The Updated Mondo
Great news: the Mondo has been updated, and in the process, Black Diamond has dropped its price by $50 - a significant decrease on this expensive jumbo sized pad! All of BD's crash pads were updated with square corners, a new suspension system for transport comfort, updated buckles for more durability, and new graphics. See the new pad in its fully open position below. The second photo shows the older Mondo pad we initially tested.
Since we haven't tested this new version yet, the following review pertains to the previous version of the Mondo.
Hands-On Review of the Mondo
Mark Nicholas above the Black Diamond Mondo Pad at the Deli Slicer, South Lake Tahoe.
What makes the Black Diamond Mondo Pad stand out is how big and thick it is without compromising all-around functionality. It comes with a ton of cushy foam and of the big pads we tested, this is soft and forgiving out of the box. It is great for problems of all heights, and comfortable to sleep on. Because of its size, the Mondo works well as a standalone pad and is much more manageable while spotting than trying to move around two smaller pads. It is 5" thick, with a layer of closed-cell foam on top of softer open-cell foam. Unlike Mad Rock's system of two closed-cell layers sandwiching a thick open-cell layer, the Mondo's open-cell foam on the bottom layer feels much softer on short falls or back-first landings. We recommend the Mondo over the other two large pads, the Mad Rock Duo and Triple Mad Pad, if you want foam that is thick but not overly stiff.

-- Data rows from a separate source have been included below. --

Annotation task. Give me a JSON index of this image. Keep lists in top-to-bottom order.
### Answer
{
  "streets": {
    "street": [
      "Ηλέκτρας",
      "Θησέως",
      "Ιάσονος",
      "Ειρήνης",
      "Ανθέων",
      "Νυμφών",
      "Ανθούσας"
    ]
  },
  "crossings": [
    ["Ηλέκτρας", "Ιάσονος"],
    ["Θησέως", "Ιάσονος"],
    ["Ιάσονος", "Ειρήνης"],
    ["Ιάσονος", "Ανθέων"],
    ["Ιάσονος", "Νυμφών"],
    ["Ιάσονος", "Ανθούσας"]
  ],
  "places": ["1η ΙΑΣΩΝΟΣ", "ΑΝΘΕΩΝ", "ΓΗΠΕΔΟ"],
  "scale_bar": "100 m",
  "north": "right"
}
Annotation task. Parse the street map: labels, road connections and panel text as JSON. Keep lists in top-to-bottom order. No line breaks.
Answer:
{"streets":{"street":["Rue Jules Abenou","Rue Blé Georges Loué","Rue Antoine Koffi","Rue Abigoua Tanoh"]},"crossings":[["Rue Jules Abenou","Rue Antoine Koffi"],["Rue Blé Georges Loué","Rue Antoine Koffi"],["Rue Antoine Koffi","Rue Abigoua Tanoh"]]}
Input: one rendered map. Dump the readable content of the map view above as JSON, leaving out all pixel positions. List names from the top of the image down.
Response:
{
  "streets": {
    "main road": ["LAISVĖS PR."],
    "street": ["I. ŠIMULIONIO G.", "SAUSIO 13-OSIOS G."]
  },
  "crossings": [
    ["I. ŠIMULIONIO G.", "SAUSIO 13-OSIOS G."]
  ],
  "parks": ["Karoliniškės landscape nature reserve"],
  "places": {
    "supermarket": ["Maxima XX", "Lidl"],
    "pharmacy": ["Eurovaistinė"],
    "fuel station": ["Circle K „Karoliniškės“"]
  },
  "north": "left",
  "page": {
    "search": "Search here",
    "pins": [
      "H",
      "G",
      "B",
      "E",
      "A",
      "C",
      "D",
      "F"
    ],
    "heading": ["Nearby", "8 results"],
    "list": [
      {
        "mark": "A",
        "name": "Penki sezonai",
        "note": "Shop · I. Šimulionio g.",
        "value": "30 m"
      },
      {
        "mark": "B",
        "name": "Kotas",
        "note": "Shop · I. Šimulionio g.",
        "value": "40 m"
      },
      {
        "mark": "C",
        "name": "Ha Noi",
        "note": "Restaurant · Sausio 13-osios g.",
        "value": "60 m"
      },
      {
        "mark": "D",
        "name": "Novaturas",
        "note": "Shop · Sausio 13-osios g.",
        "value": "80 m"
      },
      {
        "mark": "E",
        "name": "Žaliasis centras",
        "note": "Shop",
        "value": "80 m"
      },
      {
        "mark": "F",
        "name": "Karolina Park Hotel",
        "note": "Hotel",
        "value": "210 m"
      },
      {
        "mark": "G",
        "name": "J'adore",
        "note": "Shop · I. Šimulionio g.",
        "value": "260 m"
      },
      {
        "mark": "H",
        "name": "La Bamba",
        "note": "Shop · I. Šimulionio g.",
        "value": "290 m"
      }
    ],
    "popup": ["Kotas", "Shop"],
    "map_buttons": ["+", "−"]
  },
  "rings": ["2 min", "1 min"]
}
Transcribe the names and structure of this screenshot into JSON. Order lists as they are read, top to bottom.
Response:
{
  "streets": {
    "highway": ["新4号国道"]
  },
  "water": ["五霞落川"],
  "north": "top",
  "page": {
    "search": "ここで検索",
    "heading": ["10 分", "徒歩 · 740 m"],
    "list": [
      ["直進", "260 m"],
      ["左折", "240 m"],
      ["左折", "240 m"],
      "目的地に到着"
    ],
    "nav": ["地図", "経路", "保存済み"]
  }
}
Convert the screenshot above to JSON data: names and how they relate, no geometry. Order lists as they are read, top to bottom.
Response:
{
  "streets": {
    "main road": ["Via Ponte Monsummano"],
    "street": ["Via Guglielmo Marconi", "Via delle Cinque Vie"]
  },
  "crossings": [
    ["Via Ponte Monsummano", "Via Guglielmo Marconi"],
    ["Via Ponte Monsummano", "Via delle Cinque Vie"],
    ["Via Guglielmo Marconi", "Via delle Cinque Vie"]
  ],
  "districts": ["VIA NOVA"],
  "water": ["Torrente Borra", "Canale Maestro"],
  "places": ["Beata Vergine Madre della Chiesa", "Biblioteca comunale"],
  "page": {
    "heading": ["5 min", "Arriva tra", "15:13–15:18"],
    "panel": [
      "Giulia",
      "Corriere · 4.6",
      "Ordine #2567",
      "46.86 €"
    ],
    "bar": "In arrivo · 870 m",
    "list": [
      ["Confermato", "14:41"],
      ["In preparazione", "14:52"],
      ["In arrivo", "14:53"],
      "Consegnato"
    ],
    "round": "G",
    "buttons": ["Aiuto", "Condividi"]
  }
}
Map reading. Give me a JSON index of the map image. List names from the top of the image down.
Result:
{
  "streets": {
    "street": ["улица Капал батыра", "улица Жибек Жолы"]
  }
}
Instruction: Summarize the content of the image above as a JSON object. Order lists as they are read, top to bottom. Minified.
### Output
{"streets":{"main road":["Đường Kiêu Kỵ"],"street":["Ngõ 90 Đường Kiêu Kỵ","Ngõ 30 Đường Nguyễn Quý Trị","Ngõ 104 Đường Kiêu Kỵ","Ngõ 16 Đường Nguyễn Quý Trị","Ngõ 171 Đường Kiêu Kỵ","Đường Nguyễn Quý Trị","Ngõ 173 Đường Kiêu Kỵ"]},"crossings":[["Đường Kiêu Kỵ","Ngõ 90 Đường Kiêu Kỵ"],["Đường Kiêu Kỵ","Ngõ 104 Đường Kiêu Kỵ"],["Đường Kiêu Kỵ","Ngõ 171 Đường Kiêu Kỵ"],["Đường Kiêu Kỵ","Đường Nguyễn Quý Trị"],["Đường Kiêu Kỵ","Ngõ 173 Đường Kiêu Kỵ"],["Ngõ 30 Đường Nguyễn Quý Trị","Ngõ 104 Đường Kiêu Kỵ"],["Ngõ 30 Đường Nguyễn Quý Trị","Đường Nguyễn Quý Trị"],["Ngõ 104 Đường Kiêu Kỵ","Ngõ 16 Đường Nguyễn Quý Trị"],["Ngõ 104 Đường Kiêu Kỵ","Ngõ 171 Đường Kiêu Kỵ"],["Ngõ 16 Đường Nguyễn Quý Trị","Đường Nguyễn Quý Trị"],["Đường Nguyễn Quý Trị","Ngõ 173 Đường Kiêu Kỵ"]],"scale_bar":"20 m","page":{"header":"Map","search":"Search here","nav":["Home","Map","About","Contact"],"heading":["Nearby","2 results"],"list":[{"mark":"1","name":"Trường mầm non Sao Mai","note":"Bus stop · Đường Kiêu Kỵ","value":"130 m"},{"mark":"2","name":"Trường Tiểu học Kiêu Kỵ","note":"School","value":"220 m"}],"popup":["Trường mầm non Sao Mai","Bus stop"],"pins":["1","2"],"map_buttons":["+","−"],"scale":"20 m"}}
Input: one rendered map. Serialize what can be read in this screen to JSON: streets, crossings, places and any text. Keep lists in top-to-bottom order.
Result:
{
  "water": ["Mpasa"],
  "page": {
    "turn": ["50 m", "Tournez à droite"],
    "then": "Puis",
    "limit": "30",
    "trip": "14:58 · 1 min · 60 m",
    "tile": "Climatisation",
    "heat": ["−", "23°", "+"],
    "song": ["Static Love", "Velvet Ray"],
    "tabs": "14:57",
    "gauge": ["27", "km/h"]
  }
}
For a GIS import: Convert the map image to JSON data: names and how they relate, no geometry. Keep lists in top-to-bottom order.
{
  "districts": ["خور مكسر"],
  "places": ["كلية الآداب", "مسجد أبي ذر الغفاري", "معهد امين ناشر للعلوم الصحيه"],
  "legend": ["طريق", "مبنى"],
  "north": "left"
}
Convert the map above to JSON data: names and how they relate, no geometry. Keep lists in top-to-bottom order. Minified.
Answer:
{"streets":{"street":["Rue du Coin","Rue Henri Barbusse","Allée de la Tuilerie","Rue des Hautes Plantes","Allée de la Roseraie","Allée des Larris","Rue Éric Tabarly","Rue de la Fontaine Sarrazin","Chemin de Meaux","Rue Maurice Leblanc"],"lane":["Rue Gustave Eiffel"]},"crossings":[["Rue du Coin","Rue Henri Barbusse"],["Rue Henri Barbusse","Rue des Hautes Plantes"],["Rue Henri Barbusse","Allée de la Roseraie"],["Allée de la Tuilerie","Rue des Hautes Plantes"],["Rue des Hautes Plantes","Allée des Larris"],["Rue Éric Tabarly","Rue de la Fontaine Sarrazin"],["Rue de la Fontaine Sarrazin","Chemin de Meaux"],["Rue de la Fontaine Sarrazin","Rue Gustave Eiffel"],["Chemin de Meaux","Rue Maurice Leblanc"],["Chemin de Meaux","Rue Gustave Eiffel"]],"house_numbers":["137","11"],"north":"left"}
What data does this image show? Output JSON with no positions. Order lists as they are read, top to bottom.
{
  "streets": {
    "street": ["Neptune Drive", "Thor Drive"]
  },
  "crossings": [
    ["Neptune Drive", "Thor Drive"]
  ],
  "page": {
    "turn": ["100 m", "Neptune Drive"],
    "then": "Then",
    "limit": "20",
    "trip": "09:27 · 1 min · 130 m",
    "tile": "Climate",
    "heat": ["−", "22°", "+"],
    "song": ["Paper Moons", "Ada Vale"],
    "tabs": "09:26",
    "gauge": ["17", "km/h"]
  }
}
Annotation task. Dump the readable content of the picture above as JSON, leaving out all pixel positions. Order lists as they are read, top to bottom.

If you land with your foot exactly in the center, you can feel the hinge more than with other big pads. This happens because the foam is a little softer than that of other big pads, so your foot can really find its way into the seam. Rather than a full-length Velcro flap to close its hinge, the Mondo only has two buckles to prevent the pad from folding. This works well on flat landings but isn't as safe as pads like the Mad Rock Duo, which has a full-length velcro flap to close the hinge.
With very thick foam, you need to be especially careful about landing on the edge of the pad and rolling an ankle. Also, because this pad is so wide, you need to make sure your car is big enough to transport it. It can be a struggle to get in the back seat of a compact car but unlike taco style pads it does fold into a thin space.
Even though it doesn't have any closure flaps, the Mondo can fit a lot of gear when closed because of its large size. A small backpack fits well inside the folded pad and loose items can be squeezed in if the closure straps are tightened down. Carrying a second pad can be difficult since there are no straps for attachment and we recommend the Mad Rock Duo for this application.
The Mondo has large handles on two sides that are big enough to get over your shoulder, which helps when moving the pad short distances. There are also two handles on the corners that help when moving the pad from problem to problem. We liked how the suspension is sewn in and comes with a grab handle above the center of the shoulder straps. When you stuff your pad full of gear prior to putting it on, that extra grab handle helps a lot. The hook buckle on the hip belt was a unique feature that our testers liked; the hook buckles on this and all Black Diamond pads were some of our favorites.
The Mondo demonstrated medium durability and its soft foam broke down a bit faster than Mad Rock's 5"-thick pads, yet we'd still expect to get a few good years out of it. The nylon material that covers the foam was less durable than that of Mad Rock pads and we've heard of it tearing in several cases. This is a significant issue if you boulder in areas with sharp rocky landings.
This pad excels at high problems yet still soft enough for lower problems. It is best suited for experienced boulderers who want a jumbo-sized pad in their quiver as well as a small pad. If you're willing to spend the money and want a massive pad then the Mondo will be a nice addition to your collection of crash pads. The Mad Rock Triple Mad Pad is 5" wider and significantly less expensive if you are okay with compromising on features and just want to cover the most ground possible. Novice boulderers or those on a budget will probably want to buy a smaller pad and then invest in a big pad later. The Mad Rock Mad Pad is a good inexpensive pad to start with and has Velcro attachments to connect with other Mad Rock pads. The other good small pads are the taco style Black Diamond Drop Zone and uniquely built Mad Rock R3, which is filled with shredded recycled foam rather than traditional open and closed cell foam layers.
At $350, the Mondo is the most expensive pad in our review. The Mad Rock Triple Mad Pad is slightly larger, the same thickness, and lists for $259; almost $100 less than the Mondo. Aside from the Petzl Alto, the Mondo has the highest cost per square foot, and the cost is hardly justified by its performance. It's a solid pad that works well, but we think that better value can be found in the Triple Mad Pad or Mad Rock Duo.
We recommend the Black Diamond Mondo if you seek a plush pad that covers a massive area. Its the most expensive pad we tested and is best for boulderers who are looking to invest in a large high-end pad.